■ REQUIRED WORK
Among the entries below, count each line holding the word "Clare". Write only the number.

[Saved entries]
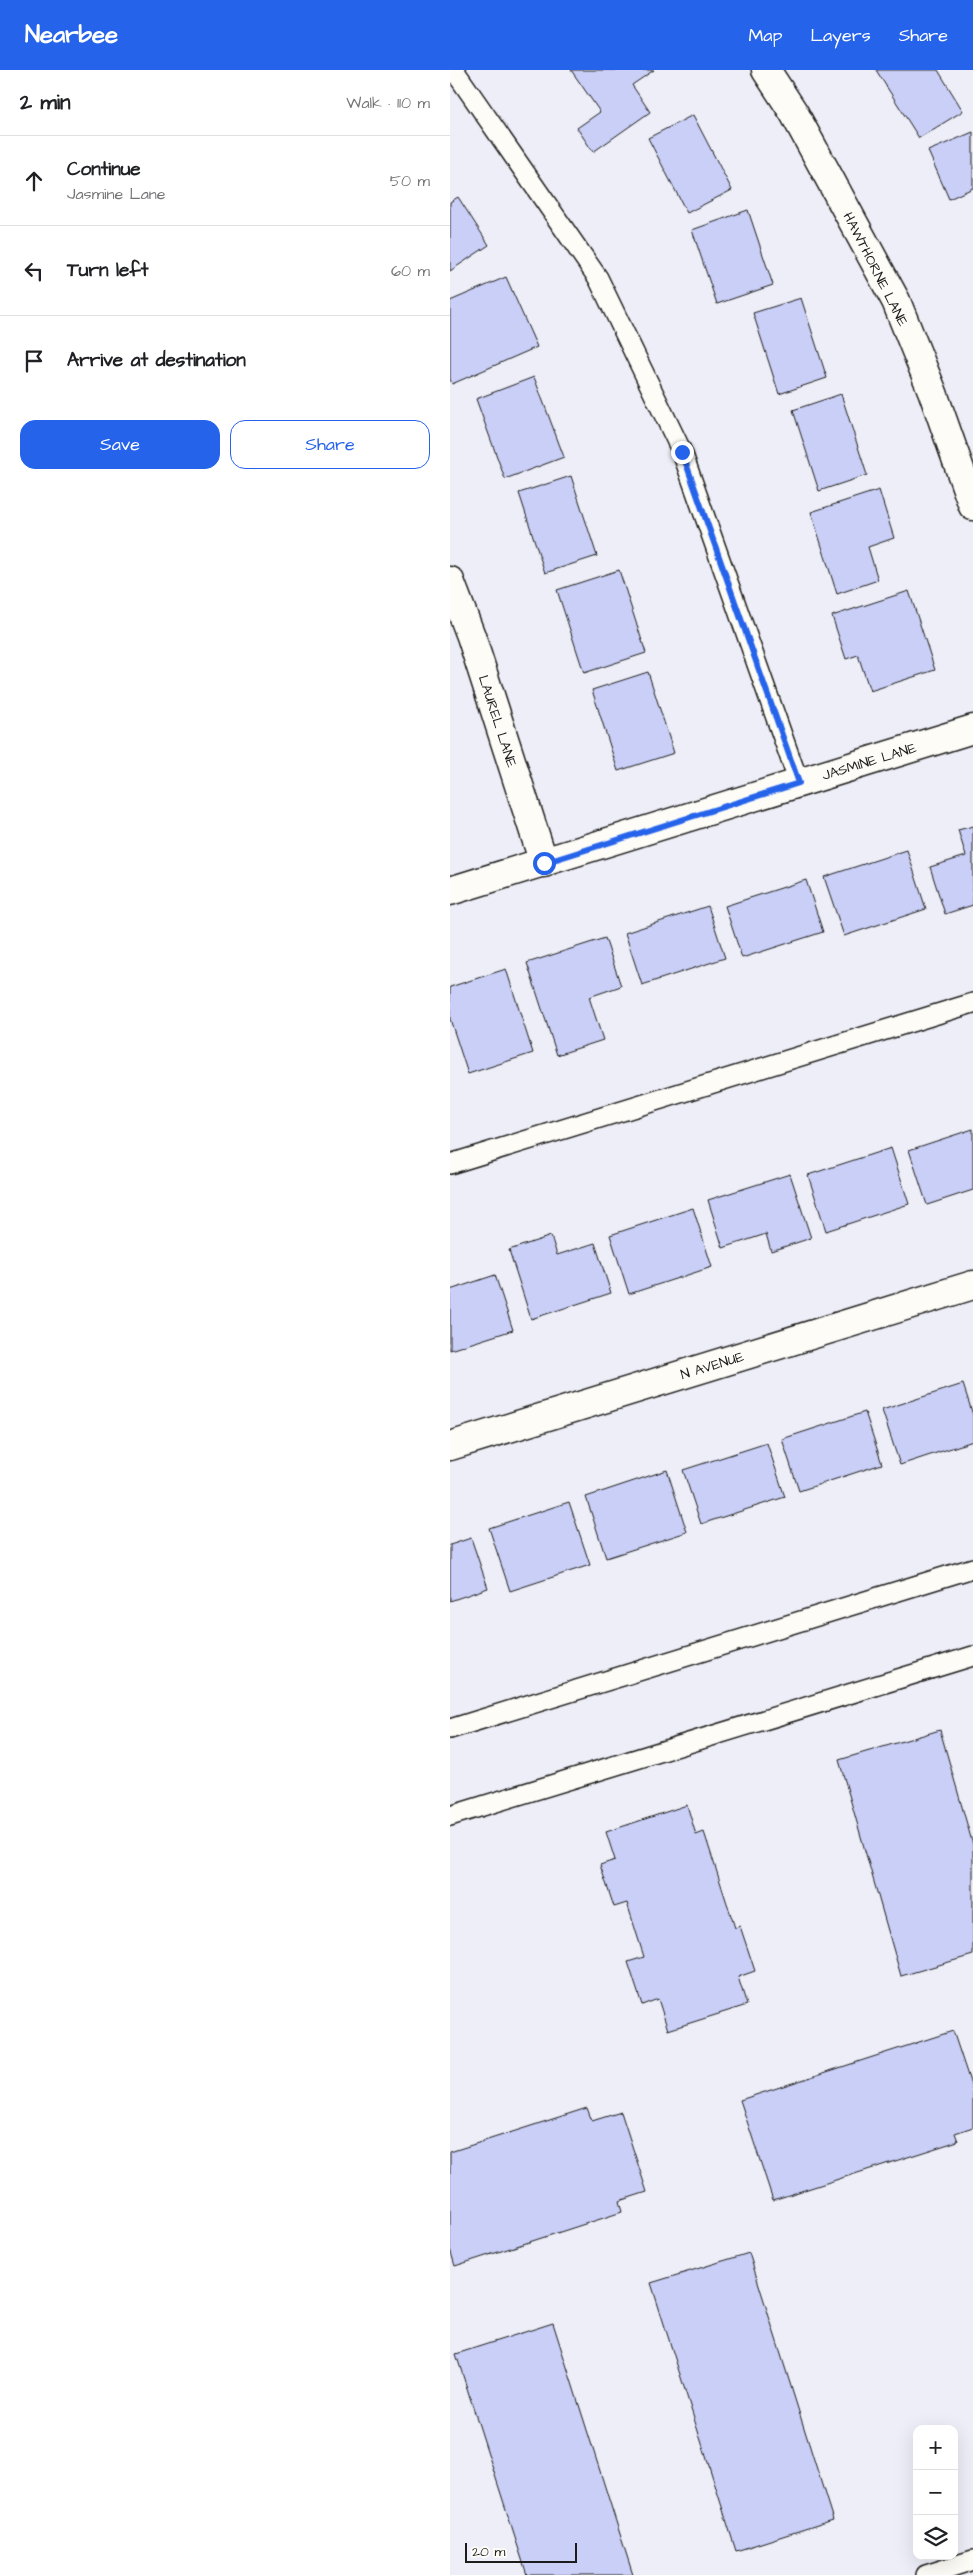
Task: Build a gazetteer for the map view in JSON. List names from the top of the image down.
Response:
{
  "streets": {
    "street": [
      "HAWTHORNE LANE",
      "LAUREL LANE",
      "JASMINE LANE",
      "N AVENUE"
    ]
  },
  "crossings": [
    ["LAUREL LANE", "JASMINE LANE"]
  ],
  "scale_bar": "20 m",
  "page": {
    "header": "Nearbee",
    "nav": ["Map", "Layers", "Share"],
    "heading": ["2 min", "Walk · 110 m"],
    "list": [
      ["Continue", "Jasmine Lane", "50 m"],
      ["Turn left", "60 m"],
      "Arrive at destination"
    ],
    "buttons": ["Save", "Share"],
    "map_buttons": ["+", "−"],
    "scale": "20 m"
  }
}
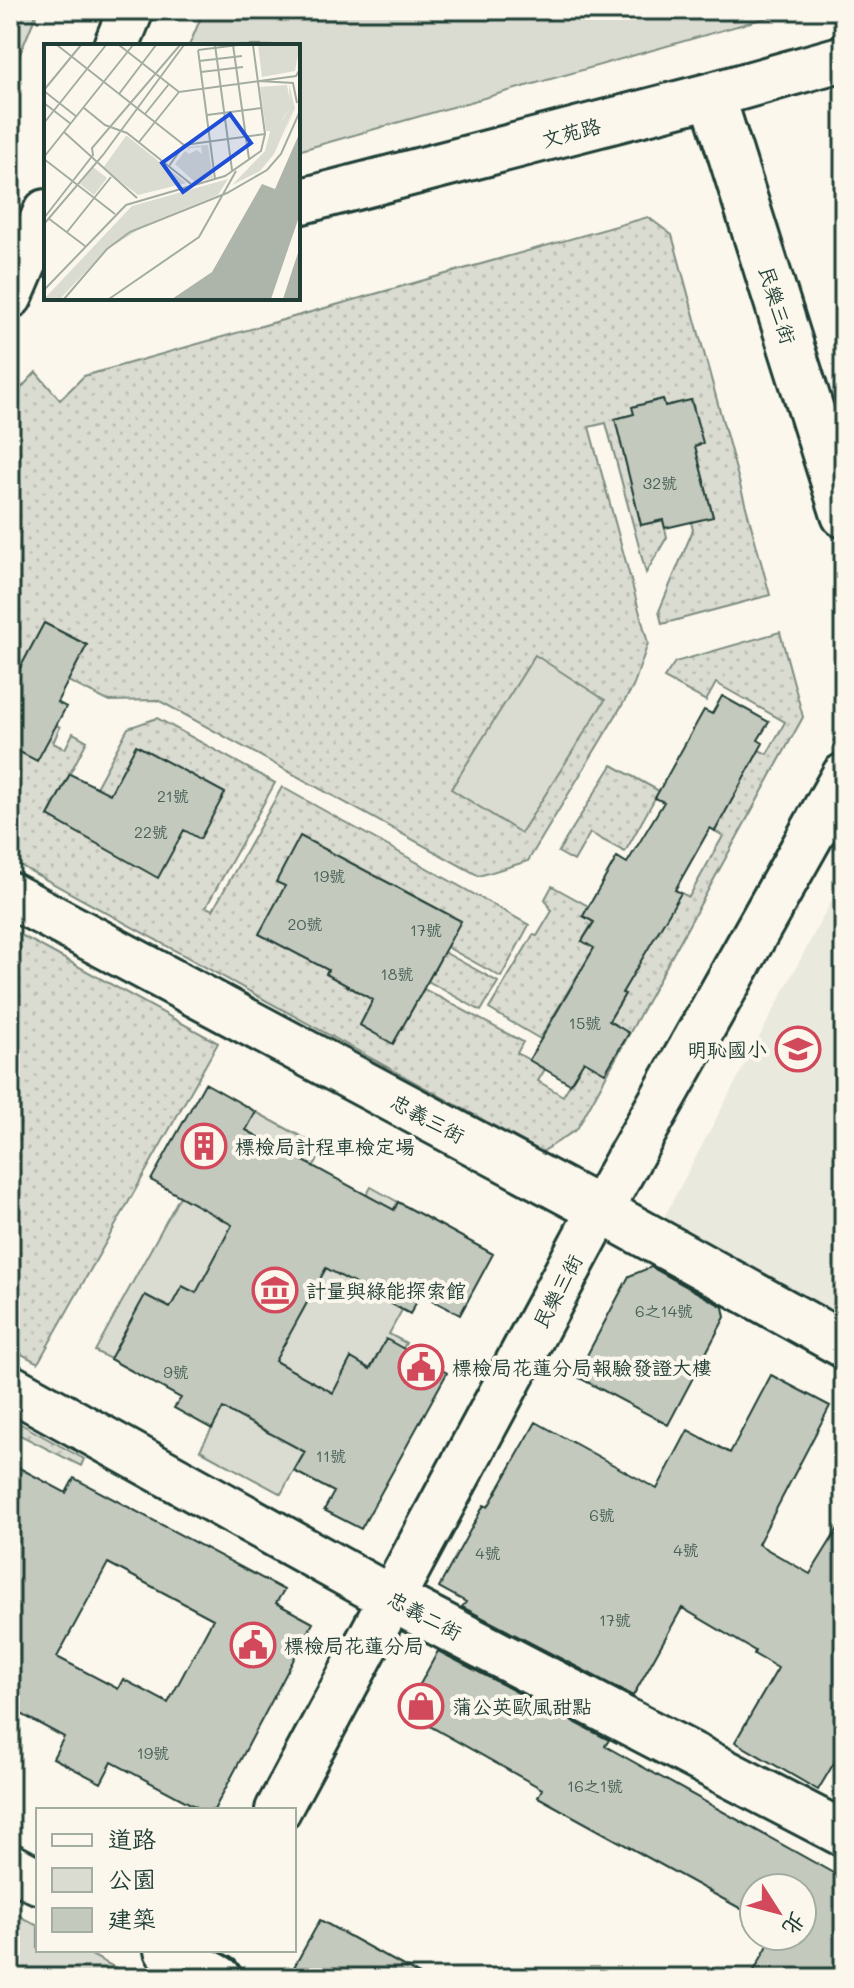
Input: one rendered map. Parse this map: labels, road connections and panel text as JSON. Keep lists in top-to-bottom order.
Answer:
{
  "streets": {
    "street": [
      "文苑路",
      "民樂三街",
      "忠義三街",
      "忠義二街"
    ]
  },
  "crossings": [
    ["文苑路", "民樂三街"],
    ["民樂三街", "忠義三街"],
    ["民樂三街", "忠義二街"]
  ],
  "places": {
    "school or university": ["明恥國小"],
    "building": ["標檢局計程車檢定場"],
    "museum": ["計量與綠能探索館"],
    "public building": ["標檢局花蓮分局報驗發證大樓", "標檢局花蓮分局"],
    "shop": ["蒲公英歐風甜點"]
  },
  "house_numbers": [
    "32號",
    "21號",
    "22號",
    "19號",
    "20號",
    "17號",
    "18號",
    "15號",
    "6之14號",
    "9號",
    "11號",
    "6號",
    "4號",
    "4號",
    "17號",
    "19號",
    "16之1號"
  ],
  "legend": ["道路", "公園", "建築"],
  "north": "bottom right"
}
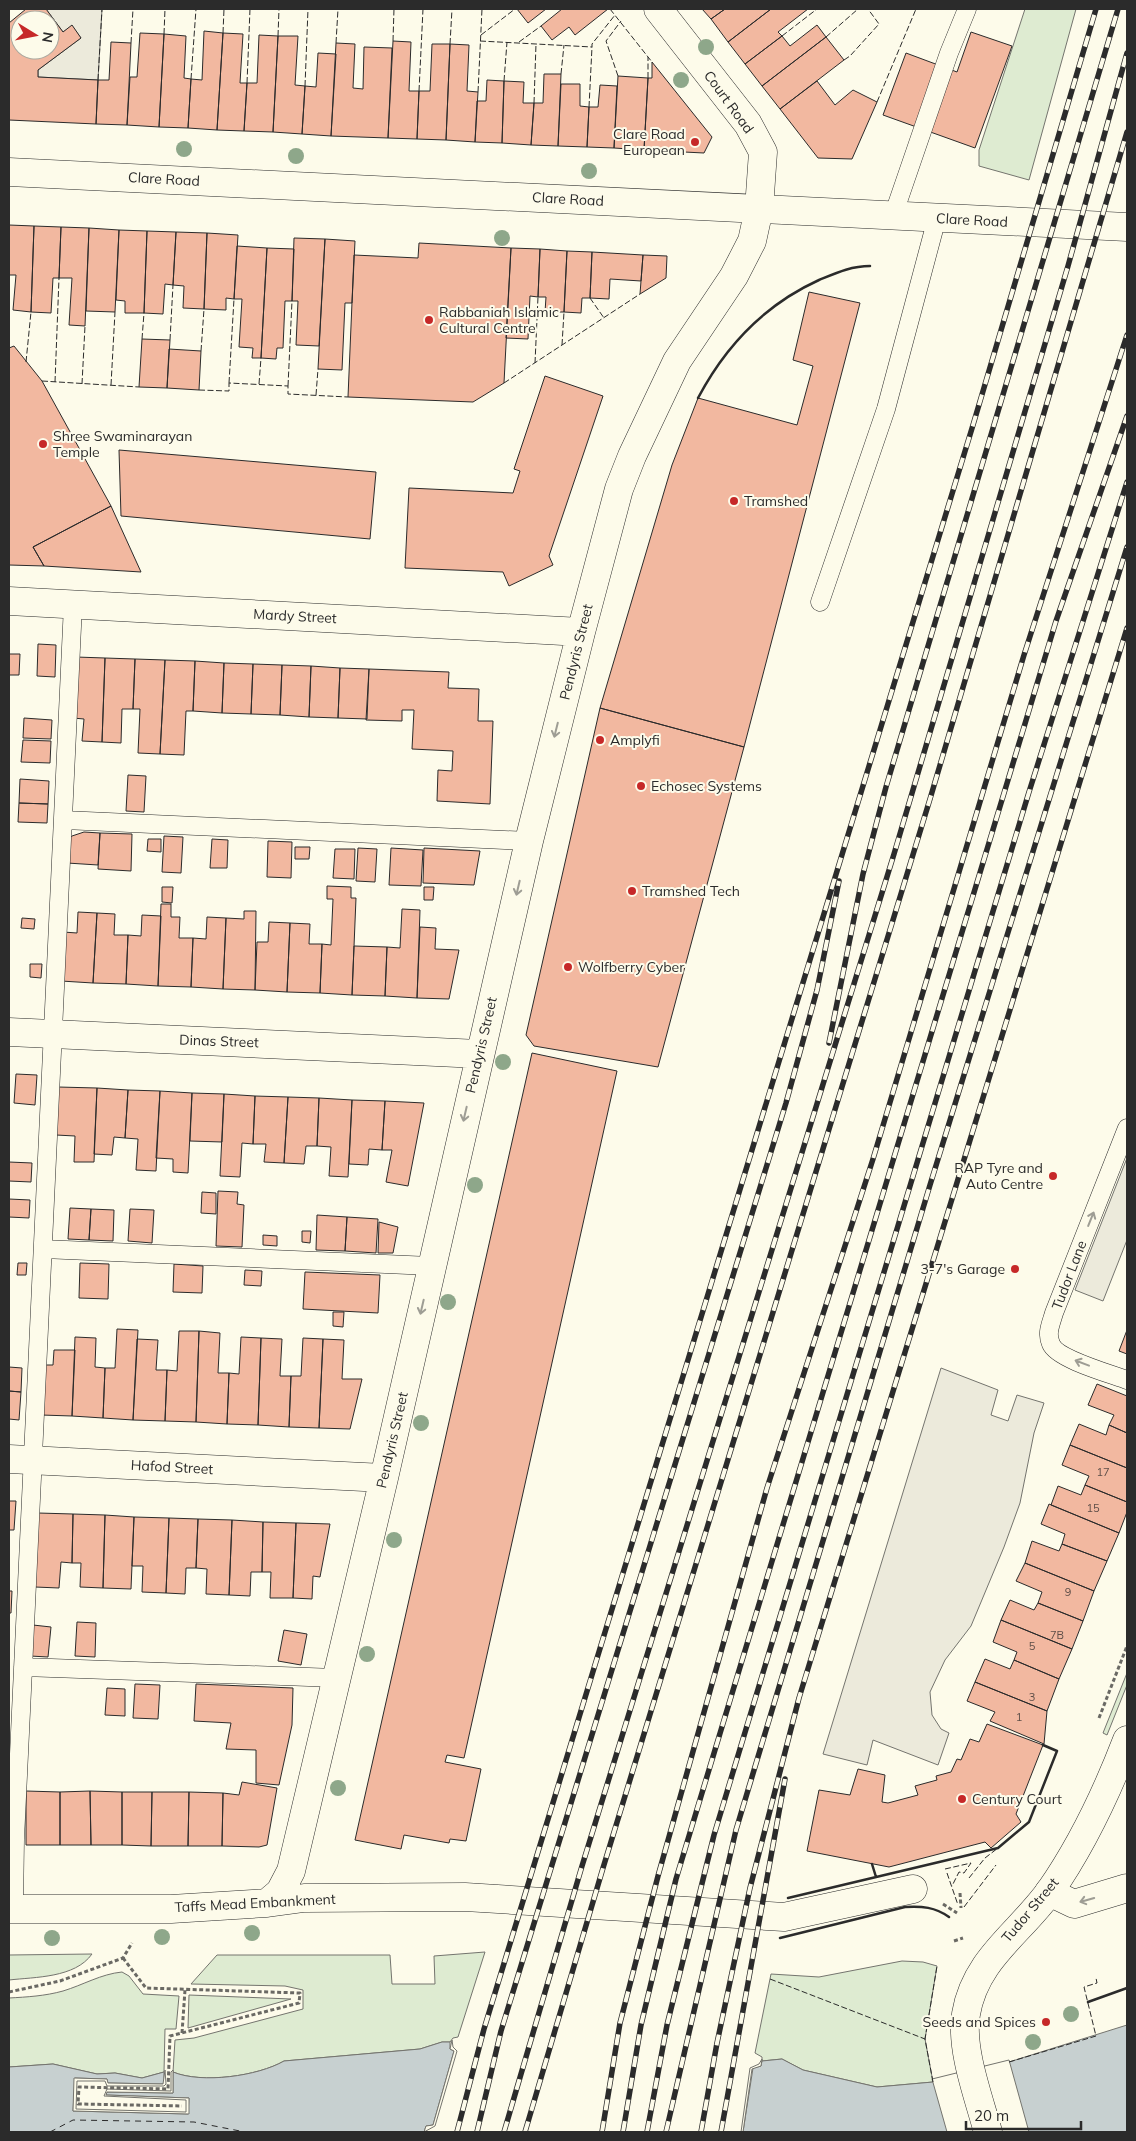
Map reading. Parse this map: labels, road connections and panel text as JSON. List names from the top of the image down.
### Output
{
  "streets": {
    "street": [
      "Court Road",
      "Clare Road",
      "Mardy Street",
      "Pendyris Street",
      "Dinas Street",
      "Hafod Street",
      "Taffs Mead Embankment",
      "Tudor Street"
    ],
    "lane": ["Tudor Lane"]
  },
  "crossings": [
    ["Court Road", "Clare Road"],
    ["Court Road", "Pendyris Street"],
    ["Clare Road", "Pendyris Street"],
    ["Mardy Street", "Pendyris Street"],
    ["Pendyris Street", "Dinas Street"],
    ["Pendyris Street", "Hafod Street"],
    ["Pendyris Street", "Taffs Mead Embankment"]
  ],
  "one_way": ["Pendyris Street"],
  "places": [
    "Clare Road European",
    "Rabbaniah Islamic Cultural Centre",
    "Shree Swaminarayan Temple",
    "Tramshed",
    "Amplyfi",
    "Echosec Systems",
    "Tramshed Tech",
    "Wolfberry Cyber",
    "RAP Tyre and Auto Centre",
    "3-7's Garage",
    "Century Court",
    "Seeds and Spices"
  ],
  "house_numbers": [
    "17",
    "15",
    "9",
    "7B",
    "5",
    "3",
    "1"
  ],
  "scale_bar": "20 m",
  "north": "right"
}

■ WRITTEN ANSWER
4